If this figure is below 90, the aligner aborts with an error message.
This can be overridden by setting the --ratio on the command line to a lower
value. However, if the aligner estimates similarity to be substantially below 90,
it's worth first checking WHY the texts are so dissimilar and trying to improve
the situation:
- check the file names are correct;
- check that the files contain the same extract of a text.
The only case of dissimilarity that the aligner will handle well
is where one of the two texts contains only the start of the other. Here, the
"--ratio" argument can be used to lower the threshold and there are no
performance issues.
5.1.2 Caps and variants
-----------------------
If you don't wish to modify the input texts, but don't want to have every
single divergence signalled, you can use:
- the "-c" argument to suppress messages signalling capitalization
mismatches;
- a "variants" file. This is a two column CSV file containing:
- column 1: standardized character
- column 2: regex denoting characters to standardize to this
character.
Both of these suppress the "within-token differences" messages in the output,
but do not affect the underlying text on which the alignment is performed.

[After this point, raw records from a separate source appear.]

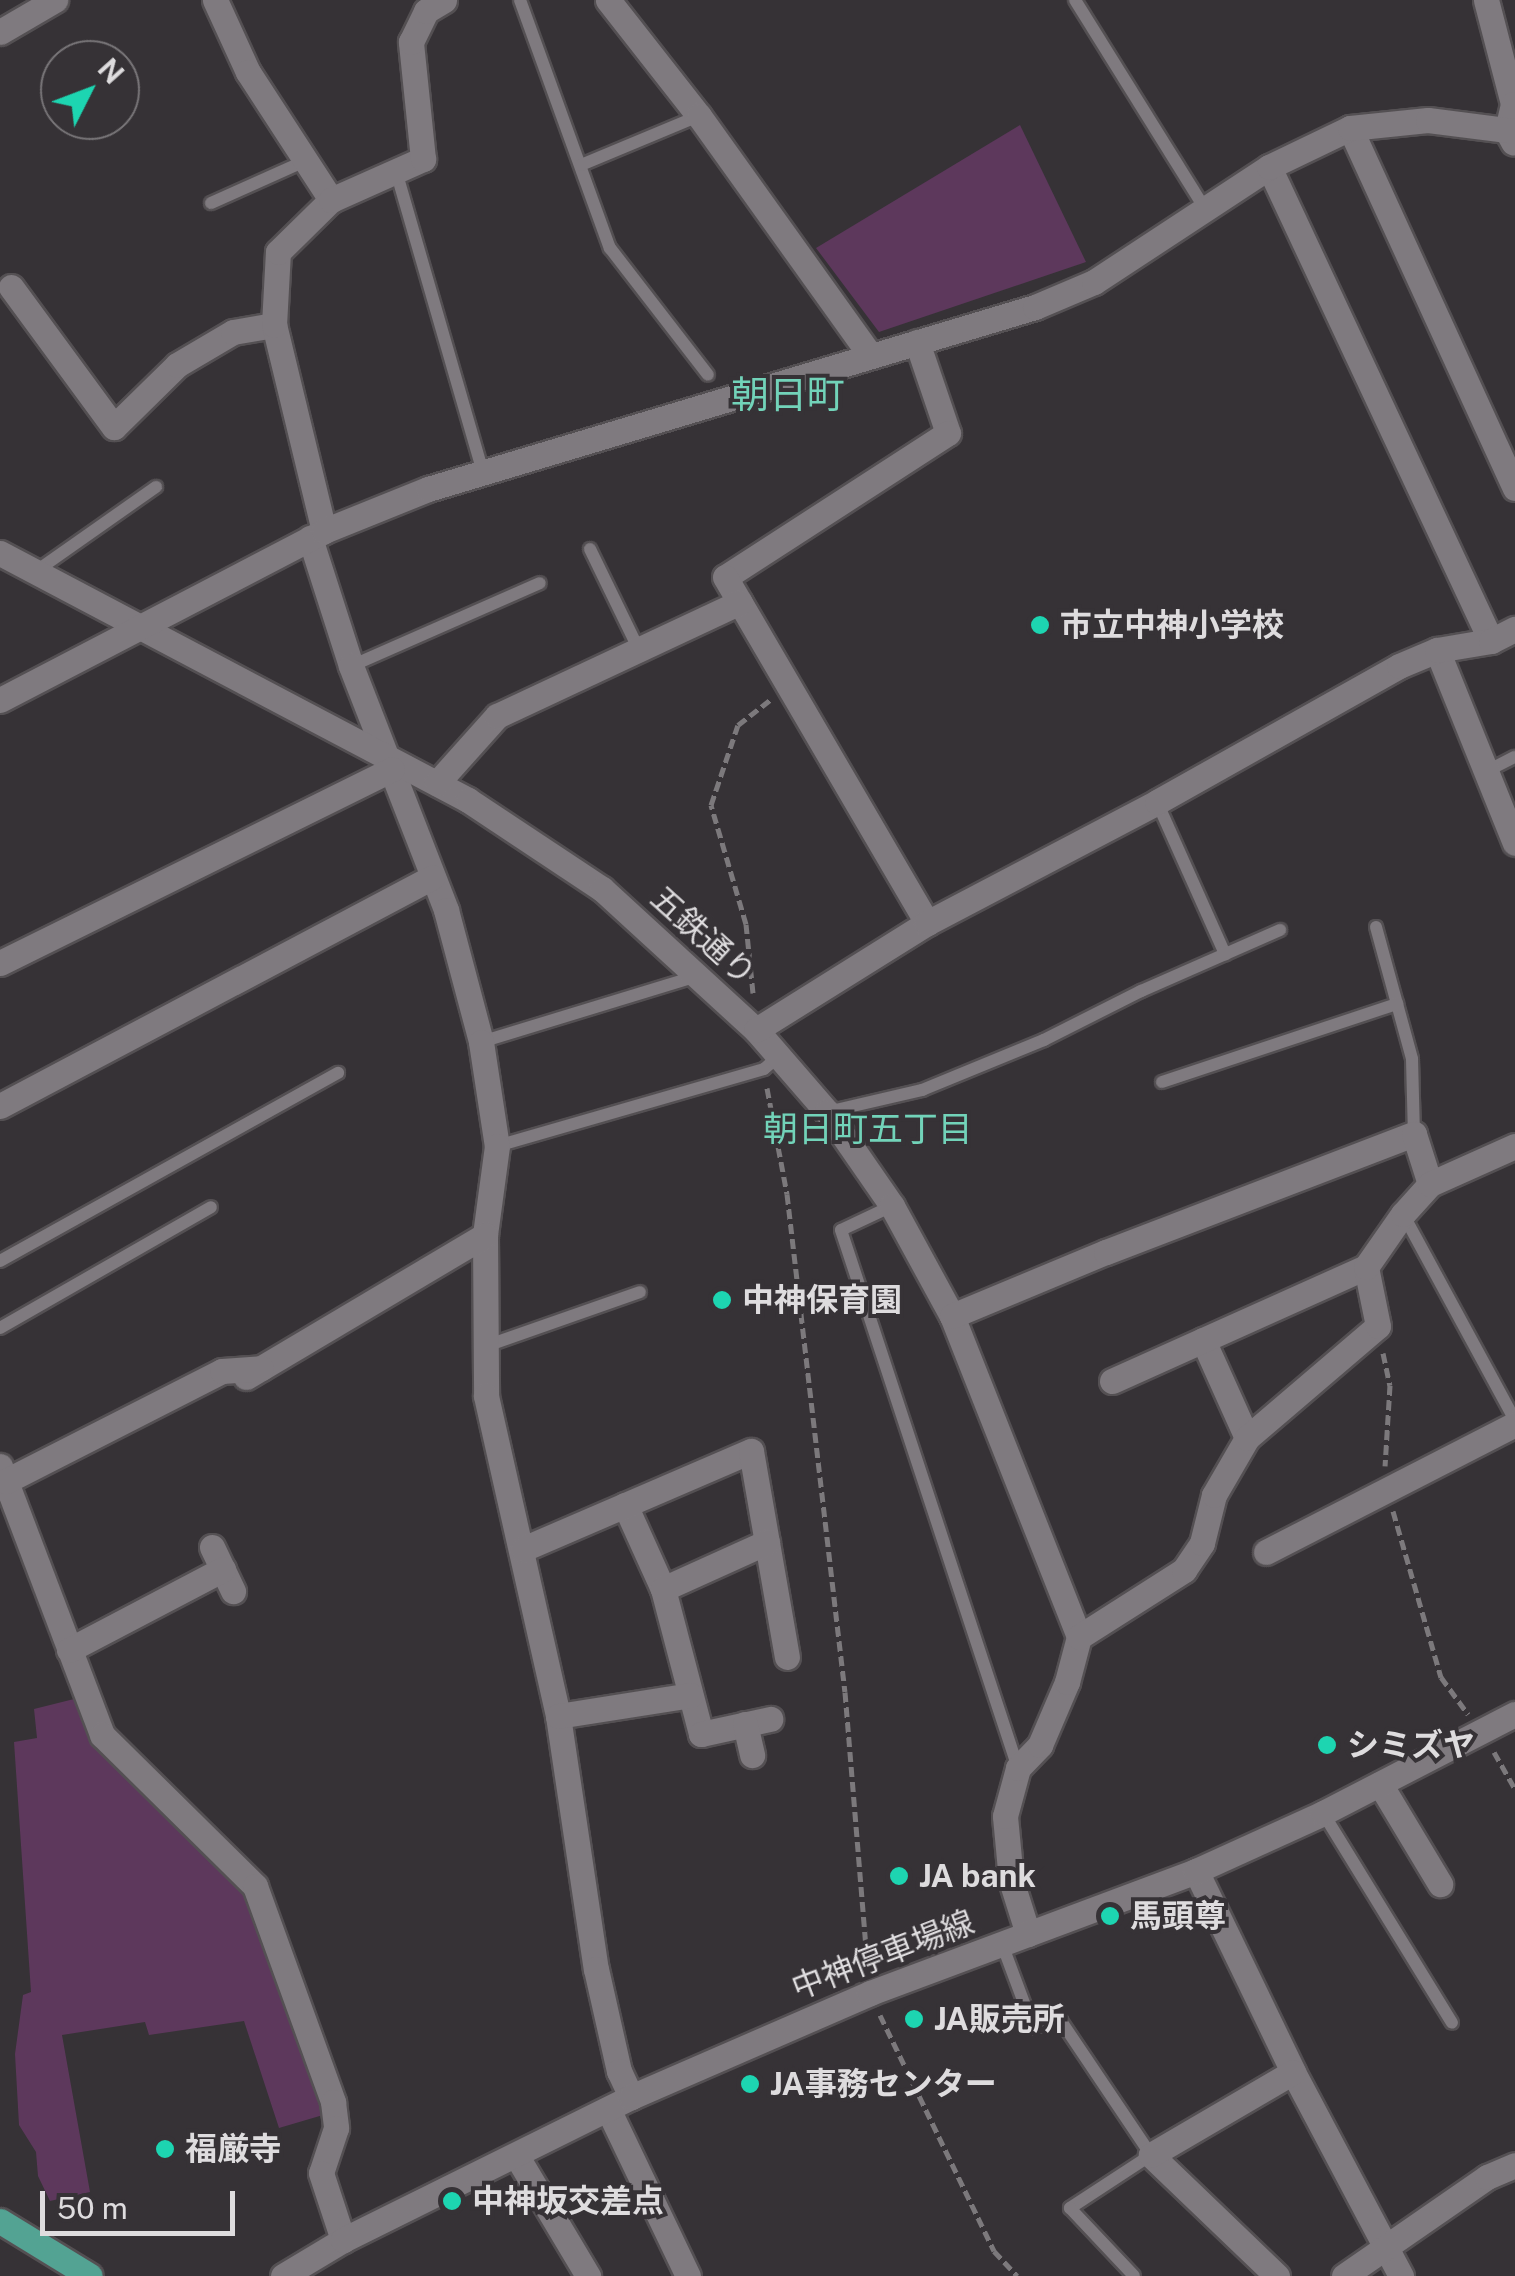 <!DOCTYPE html>
<meta charset="utf-8">
<style>
body{margin:0}
#map{position:relative;width:1515px;height:2276px;overflow:hidden;background:#363236;font-family:"Public Sans","Noto Sans JP",sans-serif}
div>[style]{position:absolute}
.green>*{inset:0;background:#5d385c}
.path>*{height:5px;margin-top:-2.5px;transform-origin:0;background:repeating-linear-gradient(90deg,#7c797c 0 10px,transparent 0 15px)}
.roads{filter:drop-shadow(2px 0 #545053) drop-shadow(-2px 0 #545053) drop-shadow(0 2px #545053) drop-shadow(0 -2px #545053)}
.service>*{height:12px;margin:-6px;padding:0 6px;transform-origin:6px;border-radius:6px;background:#7f7a7f}
.minor>*{height:25px;margin:-12.5px;padding:0 12.5px;transform-origin:12.5px;border-radius:12.5px;background:#7f7a7f}
.secondary>*{height:25px;margin:-12.5px;padding:0 12.5px;transform-origin:12.5px;border-radius:12.5px;background:#7f7a7f}
.primary>*{height:25px;margin:-12.5px;padding:0 12.5px;transform-origin:12.5px;border-radius:12.5px;background:#53a393}
.dots>*{width:28px;height:28px;translate:-50% -50%;box-sizing:border-box;border:5px solid #363236;border-radius:50%}
span{translate:-50% -50%;white-space:nowrap;text-align:center;line-height:1.15;-webkit-text-stroke:8px #363236;paint-order:stroke}
.poi-label{font-size:32px;color:#dedcde;font-weight:700}
.left{translate:0 -50%;text-align:left}
.street-label{font-size:32px;color:#dedcde}
.neighbourhood-label{font-size:35px;color:#72d3b9}
.quarter-label{font-size:38px;color:#72d3b9}
.north{position:absolute;left:40px;top:40px;width:100px;height:100px;box-sizing:border-box;background:#363236;border:2px solid #797679;border-radius:50%;rotate:48deg;font-size:28px;font-weight:700;line-height:40px;text-align:center;color:#dedcde}
.north::after{content:'';display:block;margin:auto;width:35px;height:45px;background:#1dd5b1;clip-path:polygon(50% 0,100% 100%,50% 72%,0 100%)}
.scale{position:absolute;left:40px;top:2191px;width:195px;height:45px;box-sizing:border-box;border:5px solid #dedcde;border-top:0;padding-left:12px;font-size:30px;line-height:35px;white-space:nowrap;color:#dedcde;-webkit-text-stroke:8px #363236;paint-order:stroke}
</style>
<div id="map">
<div class="green">
<div style="clip-path:polygon(1020px 125px,1086px 262px,879px 332px,816px 248px)"></div>
<div style="clip-path:polygon(78px 1698px,250px 1894px,319px 2090px,323px 2115px,279px 2128px,244px 2021px,149px 2035px,145px 2022px,62px 2035px,90px 2192px,50px 2201px,38px 2176px,36px 2152px,19px 2125px,15px 2054px,23px 1995px,31px 1992px,14px 1742px,37px 1738px,34px 1709px)"></div>
</div>
<div class="path">
<div style="left:753px;top:993px;width:69px;rotate:-95.8deg"></div>
<div style="left:746px;top:924px;width:124px;rotate:-106.4deg"></div>
<div style="left:711px;top:805px;width:84px;rotate:-71.4deg"></div>
<div style="left:738px;top:725px;width:41px;rotate:-38deg"></div>
<div style="left:767px;top:1088px;width:108px;rotate:79.3deg"></div>
<div style="left:787px;top:1194px;width:501px;rotate:83.36deg"></div>
<div style="left:845px;top:1692px;width:280px;rotate:85.3deg"></div>
<div style="left:1383px;top:1353px;width:33px;rotate:78deg"></div>
<div style="left:1390px;top:1385px;width:81px;rotate:93.5deg"></div>
<div style="left:1393px;top:1511px;width:173px;rotate:73.9deg"></div>
<div style="left:1441px;top:1677px;width:46px;rotate:53.9deg"></div>
<div style="left:1494px;top:1752px;width:43px;rotate:60.4deg"></div>
<div style="left:880px;top:2015px;width:262px;rotate:64.2deg"></div>
<div style="left:994px;top:2251px;width:34px;rotate:47deg"></div>
</div>
<div class="roads">
<div class="service">
<div style="left:520px;top:0;width:264px;rotate:70.1deg"></div>
<div style="left:610px;top:248px;width:160px;rotate:52.3deg"></div>
<div style="left:1075px;top:0;width:246px;rotate:58.1deg"></div>
<div style="left:581px;top:165px;width:128px;rotate:-22.6deg"></div>
<div style="left:396px;top:171px;width:314px;rotate:73.9deg"></div>
<div style="left:211px;top:203px;width:103px;rotate:-24.1deg"></div>
<div style="left:590px;top:549px;width:112px;rotate:64.1deg"></div>
<div style="left:35px;top:572px;width:148px;rotate:-35.1deg"></div>
<div style="left:351px;top:666px;width:206px;rotate:-23.7deg"></div>
<div style="left:1487px;top:771px;width:31px;rotate:-27deg"></div>
<div style="left:1157px;top:802px;width:167px;rotate:65.9deg"></div>
<div style="left:1376px;top:927px;width:137px;rotate:74.7deg"></div>
<div style="left:1412px;top:1059px;width:75px;rotate:88.5deg"></div>
<div style="left:481px;top:1042px;width:226px;rotate:-17deg"></div>
<div style="left:1162px;top:1082px;width:248px;rotate:-18.4deg"></div>
<div style="left:827px;top:1112px;width:98px;rotate:-13deg"></div>
<div style="left:922px;top:1090px;width:132px;rotate:-22.3deg"></div>
<div style="left:1044px;top:1040px;width:109px;rotate:-26.8deg"></div>
<div style="left:1141px;top:991px;width:152px;rotate:-23.7deg"></div>
<div style="left:497px;top:1146px;width:278px;rotate:-16.1deg"></div>
<div style="left:764px;top:1069px;width:20px;rotate:-41deg"></div>
<div style="left:892px;top:1206px;width:56px;rotate:154.8deg"></div>
<div style="left:841px;top:1230px;width:566px;rotate:71.79deg"></div>
<div style="left:1403px;top:1214px;width:234px;rotate:61.5deg"></div>
<div style="left:0;top:1261px;width:387px;rotate:-29.1deg"></div>
<div style="left:0;top:1328px;width:243px;rotate:-29.8deg"></div>
<div style="left:486px;top:1346px;width:163px;rotate:-19.3deg"></div>
<div style="left:1323px;top:1813px;width:246px;rotate:58.4deg"></div>
<div style="left:1002px;top:1944px;width:89px;rotate:69.5deg"></div>
<div style="left:1033px;top:2027px;width:29px;rotate:-12deg"></div>
<div style="left:1061px;top:2021px;width:161px;rotate:56.1deg"></div>
<div style="left:1151px;top:2155px;width:97px;rotate:146.8deg"></div>
<div style="left:1070px;top:2208px;width:93px;rotate:46.7deg"></div>
</div>
<div class="minor">
<div style="left:215px;top:0;width:79px;rotate:65.4deg"></div>
<div style="left:248px;top:72px;width:153px;rotate:57deg"></div>
<div style="left:608px;top:0;width:147px;rotate:51.9deg"></div>
<div style="left:699px;top:116px;width:294px;rotate:54.4deg"></div>
<div style="left:1486px;top:0;width:107px;rotate:75.4deg"></div>
<div style="left:1513px;top:104px;width:28px;rotate:103deg"></div>
<div style="left:1507px;top:131px;width:13px;rotate:61deg"></div>
<div style="left:0;top:32px;width:64px;rotate:-30.2deg"></div>
<div style="left:1350px;top:128px;width:396px;rotate:65.4deg"></div>
<div style="left:1269px;top:167px;width:523px;rotate:64.9deg"></div>
<div style="left:11px;top:287px;width:174px;rotate:53.7deg"></div>
<div style="left:114px;top:427px;width:88px;rotate:-44.5deg"></div>
<div style="left:177px;top:365px;width:65px;rotate:-30.5deg"></div>
<div style="left:233px;top:332px;width:42px;rotate:-9.7deg"></div>
<div style="left:917px;top:342px;width:96px;rotate:71.2deg"></div>
<div style="left:948px;top:433px;width:265px;rotate:147.1deg"></div>
<div style="left:725px;top:577px;width:401px;rotate:59.7deg"></div>
<div style="left:324px;top:531px;width:212px;rotate:-103.6deg"></div>
<div style="left:274px;top:325px;width:73px;rotate:-86.9deg"></div>
<div style="left:278px;top:252px;width:74px;rotate:-44.5deg"></div>
<div style="left:331px;top:200px;width:101px;rotate:-24deg"></div>
<div style="left:423px;top:159px;width:118px;rotate:-95.9deg"></div>
<div style="left:411px;top:42px;width:34px;rotate:-64deg"></div>
<div style="left:426px;top:11px;width:21px;rotate:-31deg"></div>
<div style="left:310px;top:538px;width:134px;rotate:72.2deg"></div>
<div style="left:351px;top:666px;width:262px;rotate:68.7deg"></div>
<div style="left:446px;top:910px;width:137px;rotate:75.1deg"></div>
<div style="left:481px;top:1042px;width:105px;rotate:81.3deg"></div>
<div style="left:497px;top:1146px;width:90px;rotate:97.7deg"></div>
<div style="left:485px;top:1235px;width:161px;rotate:89.6deg"></div>
<div style="left:486px;top:1396px;width:328px;rotate:77.3deg"></div>
<div style="left:558px;top:1716px;width:256px;rotate:81.5deg"></div>
<div style="left:596px;top:1969px;width:105px;rotate:77.3deg"></div>
<div style="left:619px;top:2071px;width:29px;rotate:65deg"></div>
<div style="left:0;top:553px;width:529px;rotate:27.82deg"></div>
<div style="left:468px;top:800px;width:161px;rotate:33.6deg"></div>
<div style="left:602px;top:889px;width:209px;rotate:42.5deg"></div>
<div style="left:756px;top:1030px;width:108px;rotate:49.1deg"></div>
<div style="left:827px;top:1112px;width:114px;rotate:55.3deg"></div>
<div style="left:892px;top:1206px;width:125px;rotate:61.4deg"></div>
<div style="left:952px;top:1316px;width:345px;rotate:68.4deg"></div>
<div style="left:1437px;top:650px;width:208px;rotate:68deg"></div>
<div style="left:0;top:700px;width:365px;rotate:-27.5deg"></div>
<div style="left:324px;top:531px;width:112px;rotate:-22deg"></div>
<div style="left:428px;top:489px;width:634px;rotate:-16.69deg"></div>
<div style="left:1035px;top:307px;width:64px;rotate:-23deg"></div>
<div style="left:1094px;top:282px;width:209px;rotate:-33.3deg"></div>
<div style="left:1269px;top:167px;width:90px;rotate:-25.7deg"></div>
<div style="left:1350px;top:128px;width:78px;rotate:-5.9deg"></div>
<div style="left:1428px;top:120px;width:88px;rotate:7.2deg"></div>
<div style="left:437px;top:783px;width:90px;rotate:-48.2deg"></div>
<div style="left:497px;top:716px;width:268px;rotate:-25.1deg"></div>
<div style="left:0;top:963px;width:437px;rotate:-26.3deg"></div>
<div style="left:756px;top:1030px;width:202px;rotate:-32deg"></div>
<div style="left:927px;top:923px;width:260px;rotate:-27.7deg"></div>
<div style="left:1157px;top:802px;width:278px;rotate:-29.3deg"></div>
<div style="left:1399px;top:666px;width:41px;rotate:-22.8deg"></div>
<div style="left:1437px;top:650px;width:55px;rotate:-9.5deg"></div>
<div style="left:1491px;top:641px;width:27px;rotate:-27deg"></div>
<div style="left:0;top:1106px;width:489px;rotate:-27.9deg"></div>
<div style="left:952px;top:1316px;width:167px;rotate:-22.6deg"></div>
<div style="left:1106px;top:1252px;width:330px;rotate:-21deg"></div>
<div style="left:1414px;top:1134px;width:52px;rotate:72.3deg"></div>
<div style="left:1203px;top:1340px;width:107px;rotate:65.8deg"></div>
<div style="left:246px;top:1377px;width:278px;rotate:-30.7deg"></div>
<div style="left:1112px;top:1381px;width:278px;rotate:-24.2deg"></div>
<div style="left:0;top:1466px;width:288px;rotate:69.2deg"></div>
<div style="left:102px;top:1735px;width:215px;rotate:44.6deg"></div>
<div style="left:255px;top:1886px;width:230px;rotate:70.1deg"></div>
<div style="left:333px;top:2102px;width:26px;rotate:83deg"></div>
<div style="left:336px;top:2128px;width:47px;rotate:108.4deg"></div>
<div style="left:321px;top:2173px;width:71px;rotate:71.8deg"></div>
<div style="left:6px;top:1481px;width:242px;rotate:-27deg"></div>
<div style="left:222px;top:1371px;width:39px;rotate:-4deg"></div>
<div style="left:625px;top:1505px;width:92px;rotate:65.7deg"></div>
<div style="left:663px;top:1589px;width:150px;rotate:75.3deg"></div>
<div style="left:701px;top:1734px;width:71px;rotate:-12.3deg"></div>
<div style="left:212px;top:1547px;width:49px;rotate:64.5deg"></div>
<div style="left:523px;top:1549px;width:248px;rotate:-23.3deg"></div>
<div style="left:751px;top:1451px;width:209px;rotate:80.1deg"></div>
<div style="left:1266px;top:1552px;width:280px;rotate:-27.2deg"></div>
<div style="left:663px;top:1589px;width:114px;rotate:-24.3deg"></div>
<div style="left:69px;top:1650px;width:174px;rotate:-27.7deg"></div>
<div style="left:558px;top:1716px;width:134px;rotate:-9deg"></div>
<div style="left:745px;top:1724px;width:32px;rotate:77deg"></div>
<div style="left:1380px;top:1784px;width:117px;rotate:59deg"></div>
<div style="left:1196px;top:1871px;width:223px;rotate:64.2deg"></div>
<div style="left:1293px;top:2072px;width:231px;rotate:62.1deg"></div>
<div style="left:1028px;top:1934px;width:57px;rotate:-107.5deg"></div>
<div style="left:1011px;top:1880px;width:64px;rotate:-95.4deg"></div>
<div style="left:1005px;top:1816px;width:50px;rotate:-74.8deg"></div>
<div style="left:1018px;top:1768px;width:32px;rotate:-46deg"></div>
<div style="left:1040px;top:1745px;width:69px;rotate:-66.8deg"></div>
<div style="left:1067px;top:1682px;width:47px;rotate:-75.1deg"></div>
<div style="left:1079px;top:1637px;width:125px;rotate:-32.5deg"></div>
<div style="left:1184px;top:1570px;width:32px;rotate:-56deg"></div>
<div style="left:1202px;top:1543px;width:49px;rotate:-76deg"></div>
<div style="left:1214px;top:1495px;width:66px;rotate:-59.9deg"></div>
<div style="left:1247px;top:1438px;width:172px;rotate:-40.5deg"></div>
<div style="left:1378px;top:1326px;width:60px;rotate:-101.5deg"></div>
<div style="left:1366px;top:1267px;width:65px;rotate:-55.1deg"></div>
<div style="left:1403px;top:1214px;width:40px;rotate:-48deg"></div>
<div style="left:1430px;top:1184px;width:93px;rotate:-24.1deg"></div>
<div style="left:608px;top:2109px;width:185px;rotate:64.4deg"></div>
<div style="left:516px;top:2155px;width:141px;rotate:59.2deg"></div>
<div style="left:1277px;top:2276px;width:175px;rotate:-136.2deg"></div>
<div style="left:1151px;top:2155px;width:164px;rotate:-30.3deg"></div>
<div style="left:1344px;top:2276px;width:174px;rotate:-34.7deg"></div>
<div style="left:1487px;top:2177px;width:30px;rotate:-23deg"></div>
</div>
<div class="secondary">
<div style="left:283px;top:2276px;width:70px;rotate:-31deg"></div>
<div style="left:343px;top:2240px;width:322px;rotate:-26.4deg"></div>
<div style="left:631px;top:2097px;width:261px;rotate:-23.5deg"></div>
<div style="left:870px;top:1993px;width:348px;rotate:-20.5deg"></div>
<div style="left:1196px;top:1871px;width:140px;rotate:-24.5deg"></div>
<div style="left:1323px;top:1813px;width:216px;rotate:-27.3deg"></div>
</div>
<div class="primary">
<div style="left:0;top:2221px;width:105px;rotate:31.4deg"></div>
</div>
</div>
<div class="dots">
<div style="left:1040px;top:625px;background:#1dd5b1"></div>
<div style="left:722px;top:1300px;background:#1dd5b1"></div>
<div style="left:1327px;top:1745px;background:#1dd5b1"></div>
<div style="left:899px;top:1876px;background:#1dd5b1"></div>
<div style="left:1110px;top:1916px;background:#1dd5b1"></div>
<div style="left:914px;top:2019px;background:#1dd5b1"></div>
<div style="left:750px;top:2084px;background:#1dd5b1"></div>
<div style="left:165px;top:2149px;background:#1dd5b1"></div>
<div style="left:452px;top:2201px;background:#1dd5b1"></div>
</div>
<div class="poi-label">
<span class="left" style="left:1060px;top:625px">市立中神小学校</span>
<span class="left" style="left:742px;top:1300px">中神保育園</span>
<span class="left" style="left:1347px;top:1745px">シミズヤ</span>
<span class="left" style="left:919px;top:1876px">JA bank</span>
<span class="left" style="left:1130px;top:1916px">馬頭尊</span>
<span class="left" style="left:934px;top:2019px">JA販売所</span>
<span class="left" style="left:770px;top:2084px">JA事務センター</span>
<span class="left" style="left:185px;top:2149px">福厳寺</span>
<span class="left" style="left:472px;top:2201px">中神坂交差点</span>
</div>
<div class="street-label">
<span style="left:703px;top:936px;rotate:42deg">五鉄通り</span>
<span style="left:883px;top:1955px;rotate:-21deg">中神停車場線</span>
</div>
<div class="neighbourhood-label">
<span style="left:868px;top:1129px">朝日町五丁目</span>
</div>
<div class="quarter-label">
<span style="left:788px;top:395px">朝日町</span>
</div>
<div class="north">N</div>
<div class="scale">50 m</div>
</div>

5.2 Split your text in half
---------------------------
The underlying diff algorithm is quadratic time in the worst case
(https://docs.python.org/3.5/library/difflib.html). A long text may therefore
be more quickly processed by splitting it into two parts.
5.3 The threshold parameter
---------------------------
The diff is run using two passes. The first scans the entire text ignoring common
characters ("junk"), and identifies all sequences of length "threshold" which
do not contain common characters. These are treated as definite matches, and
the second pass fills in the gaps between them, this time including common
characters. This two-pass approach provides a substantial timing improvement
on a one-pass, no junk approach.
- If the threshold is too low, there is a risk that repeated sequences
will by incorrectly matched in the first pass, and the alignment will be
inaccurate.
- If the threshold is too high, there is a risk that very few sequences
will be matched in the first pass, and processing time on the second
pass will be very high.
The default threshold is 20 characters.
5.4 Align, Check, Inject
------------------------
- The aligner is intended to be 100% accurate when the ONLY differences
between the two texts are due to token division. If there are other kinds of
differences, it is strongly recommended to manually check alignment results
before re-injection.
- When there are other differences (e.g. capitalization, use of punctuation,
diacritics), the aligner is not 100% accurate, and it is recommended to check and
correct the alignment data manually using the "notes" column before injecting.
- The aligner is particularly liable to produce inaccurate results:
(i) where the same sequence of tokens are repeated in close proximity to
each other, causing the aligner to match the FIRST instance in the base
text to the SECOND in the text to align, or vice versa;
(ii) where sections of text are in the wrong order. Once a section of
text has been marked as "missing", it will not be identified should it
occur later in the file.
- Occasionally the underlying diff just "gets lost": a long sequence of A tokens
are signalled as absent, and a long sequence of B tokens are signalled as "to
add".